葉酸で天然由来はNG?本当に効果のある葉酸サプリの選び方

葉酸は天然と合成の2種類!天然を選んではいけない理由とは?

天然葉酸と合成葉酸

葉酸とは?

葉酸は、ホウレン草から最初に抽出されたことからこの名前で呼ばれていますが、実はビタミンB群の一種。水溶性ビタミンでDNA合成に不可欠な役割を担っており、不足すると血液の生成や免疫機能に影響がでてしまいます。ひどいときには、悪性の貧血や口内炎、食欲不振などの原因になることもあり、体にとって大切な栄養素です。

中でも、妊娠初期の妊婦にとっては葉酸が欠かせません。胎児はDNA合成を必要とする細胞増殖が活発であり、この時期に葉酸が不足すると、胎児の神経管閉鎖障害が発症してしまうリスクが高まるのです。そのため、妊娠の可能性がある女性は、通常の食事で葉酸を摂取することに加えて、サプリなどの栄養補助食品で1日400μgの葉酸を摂ることが推奨されています。これは、厚生労働省からも通知されていることです。

天然葉酸と合成葉酸

葉酸には、天然葉酸と合成葉酸があります。天然葉酸とは、食品中に含まれている葉酸のことで、食事として摂取するものです。天然葉酸が豊富に含まれている食品は、レバーや野菜、柑橘類などがあります。野菜の中でもモロヘイヤやブロッコリーなどの葉物に多いことが特徴です。食品中に含まれる葉酸は「dietary folate」といい、多くがポリグルタミン酸型になっています。一方、合成葉酸は栄養補助食品などのために人工的に作られたもの。これは通常の食品中に含まれる葉酸とは構造が異なり、「folic acid」と呼ばれるモノグルタミン酸型の葉酸です。

天然葉酸と合成葉酸なら合成葉酸の方が吸収率が高い

食品から摂取する天然葉酸の場合、ポリグルタミン酸型の葉酸は小腸でモノグルタミン酸に分解されて吸収されます。天然葉酸は、消化吸収される過程でさまざまな影響を受けることがわかっており、生体利用率は50%以下になってしまうのです。そのため、仮に100gに250ugという葉酸の含有率が高いモロヘイヤなどを食べたとしても、体内に吸収できるのは125ug以下になってしまうと考えられます。妊婦が1日に必要とする400ugを満たすには、300g以上食べなければなりません。さらに、調理方法によってはさらに吸収率が下がるとされています。対して、葉酸サプリなどの栄養補助食品であれば、はじめからモノグルタミン酸葉酸で構成されているため、吸収率も85%以上です。葉酸が胎児の神経管閉塞障害のリスクを低減するという研究もほとんどが合成葉酸によって行われており、厚生労働省が摂取を勧めているのは天然葉酸ではなく、合成葉酸になります。

「合成葉酸は石油でできている」はデマ!合成葉酸を選ぶようにしよう

インターネット上などでは、「合成葉酸は石油でできている」という噂も見かけられますが、これはデマです。
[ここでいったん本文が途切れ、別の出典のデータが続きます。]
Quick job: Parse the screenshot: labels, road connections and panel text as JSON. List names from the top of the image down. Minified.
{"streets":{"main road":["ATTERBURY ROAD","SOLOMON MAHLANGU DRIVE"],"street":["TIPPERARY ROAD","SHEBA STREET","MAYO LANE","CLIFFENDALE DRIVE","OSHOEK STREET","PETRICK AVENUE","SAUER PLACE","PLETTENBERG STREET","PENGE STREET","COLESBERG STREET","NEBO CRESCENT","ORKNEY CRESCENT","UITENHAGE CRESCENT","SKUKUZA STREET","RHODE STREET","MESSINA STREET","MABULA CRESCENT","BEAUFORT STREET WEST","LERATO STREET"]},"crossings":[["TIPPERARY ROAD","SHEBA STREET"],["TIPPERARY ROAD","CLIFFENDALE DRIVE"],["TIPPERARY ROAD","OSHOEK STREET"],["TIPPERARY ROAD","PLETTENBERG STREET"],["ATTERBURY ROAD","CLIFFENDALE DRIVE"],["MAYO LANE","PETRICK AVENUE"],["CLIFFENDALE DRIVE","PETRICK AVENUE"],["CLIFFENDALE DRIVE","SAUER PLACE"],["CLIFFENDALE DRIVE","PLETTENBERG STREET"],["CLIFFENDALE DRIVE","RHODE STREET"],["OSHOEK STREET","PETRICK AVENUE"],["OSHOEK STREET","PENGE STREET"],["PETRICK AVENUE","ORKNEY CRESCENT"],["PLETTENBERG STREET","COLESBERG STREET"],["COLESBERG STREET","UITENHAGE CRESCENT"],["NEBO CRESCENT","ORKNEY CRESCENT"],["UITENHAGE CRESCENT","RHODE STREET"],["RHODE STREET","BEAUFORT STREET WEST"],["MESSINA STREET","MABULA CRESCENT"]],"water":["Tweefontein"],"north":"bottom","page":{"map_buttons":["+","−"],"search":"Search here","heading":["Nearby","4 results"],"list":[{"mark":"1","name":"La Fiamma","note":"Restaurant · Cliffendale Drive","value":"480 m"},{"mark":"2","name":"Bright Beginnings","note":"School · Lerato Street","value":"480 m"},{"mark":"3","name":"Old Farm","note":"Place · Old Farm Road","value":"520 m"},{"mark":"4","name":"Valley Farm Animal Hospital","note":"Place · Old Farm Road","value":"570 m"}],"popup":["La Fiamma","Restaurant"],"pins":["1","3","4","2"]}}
確かに、医薬品やサプリメントなどの生成過程で石油系のものを用いることはあります。しかし、石油から構成原子を取り出しているだけで、口に入れる段階では石油とは異なるものです。合成葉酸は厚生労働省からも安全性と生体利用率の高さが評価されており、心配ありません。反対に、天然葉酸の場合は食品からの利用率が安定せず、充分な量を摂取できない可能性が高いです。胎児の神経管閉塞障害のリスクを低減する効果があるかどうかの研究も、天然葉酸ではまだ確立されていません。お腹の赤ちゃんのために葉酸を摂取したいと考えているなら、合成葉酸を選ぶことをおすすめします。